── Dataset ──

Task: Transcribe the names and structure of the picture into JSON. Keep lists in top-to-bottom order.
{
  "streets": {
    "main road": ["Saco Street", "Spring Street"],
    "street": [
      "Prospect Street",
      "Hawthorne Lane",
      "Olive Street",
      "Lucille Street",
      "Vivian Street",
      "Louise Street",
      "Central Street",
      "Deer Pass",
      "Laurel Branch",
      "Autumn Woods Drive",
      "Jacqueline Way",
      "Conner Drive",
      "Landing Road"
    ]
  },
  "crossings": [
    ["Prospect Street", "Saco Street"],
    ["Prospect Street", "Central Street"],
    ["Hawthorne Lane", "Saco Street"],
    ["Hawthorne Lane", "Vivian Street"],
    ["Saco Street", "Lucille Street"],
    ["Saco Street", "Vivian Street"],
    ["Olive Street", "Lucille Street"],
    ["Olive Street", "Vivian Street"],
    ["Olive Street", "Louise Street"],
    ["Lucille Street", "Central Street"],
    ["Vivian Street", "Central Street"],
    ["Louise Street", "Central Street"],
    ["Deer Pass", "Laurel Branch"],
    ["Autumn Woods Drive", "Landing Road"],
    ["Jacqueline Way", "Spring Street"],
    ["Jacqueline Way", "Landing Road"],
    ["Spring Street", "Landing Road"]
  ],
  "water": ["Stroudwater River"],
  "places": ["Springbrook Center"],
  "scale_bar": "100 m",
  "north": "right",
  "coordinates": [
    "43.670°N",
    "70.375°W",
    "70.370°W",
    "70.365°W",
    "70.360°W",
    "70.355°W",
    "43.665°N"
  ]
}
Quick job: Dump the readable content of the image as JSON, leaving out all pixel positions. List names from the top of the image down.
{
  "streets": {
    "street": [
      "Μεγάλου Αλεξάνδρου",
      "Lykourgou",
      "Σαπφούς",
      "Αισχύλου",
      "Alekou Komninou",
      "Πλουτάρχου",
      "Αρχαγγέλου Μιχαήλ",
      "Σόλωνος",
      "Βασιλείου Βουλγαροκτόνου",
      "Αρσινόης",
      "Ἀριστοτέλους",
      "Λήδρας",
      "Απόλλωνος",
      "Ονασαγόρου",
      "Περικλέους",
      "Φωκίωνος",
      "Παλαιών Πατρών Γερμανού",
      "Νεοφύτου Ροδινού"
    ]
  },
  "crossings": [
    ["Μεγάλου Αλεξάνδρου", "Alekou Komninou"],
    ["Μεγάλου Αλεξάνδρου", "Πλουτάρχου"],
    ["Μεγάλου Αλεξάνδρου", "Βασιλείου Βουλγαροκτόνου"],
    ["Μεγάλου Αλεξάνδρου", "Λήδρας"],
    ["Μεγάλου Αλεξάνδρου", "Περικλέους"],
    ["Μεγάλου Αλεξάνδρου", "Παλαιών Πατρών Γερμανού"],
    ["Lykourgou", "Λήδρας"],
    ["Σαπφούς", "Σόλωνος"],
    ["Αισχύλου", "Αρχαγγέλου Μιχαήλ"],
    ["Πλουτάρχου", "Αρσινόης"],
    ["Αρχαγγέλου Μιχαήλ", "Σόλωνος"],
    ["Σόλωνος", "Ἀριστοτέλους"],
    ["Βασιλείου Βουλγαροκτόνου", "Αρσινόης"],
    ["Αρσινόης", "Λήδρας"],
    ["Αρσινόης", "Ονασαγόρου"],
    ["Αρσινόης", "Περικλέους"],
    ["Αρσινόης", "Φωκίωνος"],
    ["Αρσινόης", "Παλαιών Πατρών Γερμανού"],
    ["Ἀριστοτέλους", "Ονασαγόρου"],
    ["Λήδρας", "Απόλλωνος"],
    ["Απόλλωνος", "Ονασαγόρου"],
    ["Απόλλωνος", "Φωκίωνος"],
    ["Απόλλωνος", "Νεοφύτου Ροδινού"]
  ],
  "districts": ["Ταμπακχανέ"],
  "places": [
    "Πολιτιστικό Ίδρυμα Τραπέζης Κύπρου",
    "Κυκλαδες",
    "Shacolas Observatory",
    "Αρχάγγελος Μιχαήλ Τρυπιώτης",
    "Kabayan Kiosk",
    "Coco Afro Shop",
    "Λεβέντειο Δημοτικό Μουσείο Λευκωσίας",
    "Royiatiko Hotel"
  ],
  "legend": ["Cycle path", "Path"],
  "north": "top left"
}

───

_Assigned task_:
Copy every line from the records above that contains the string "Λήδρας".

_Exercise output_:
      "Λήδρας",
    ["Μεγάλου Αλεξάνδρου", "Λήδρας"],
    ["Lykourgou", "Λήδρας"],
    ["Αρσινόης", "Λήδρας"],
    ["Λήδρας", "Απόλλωνος"],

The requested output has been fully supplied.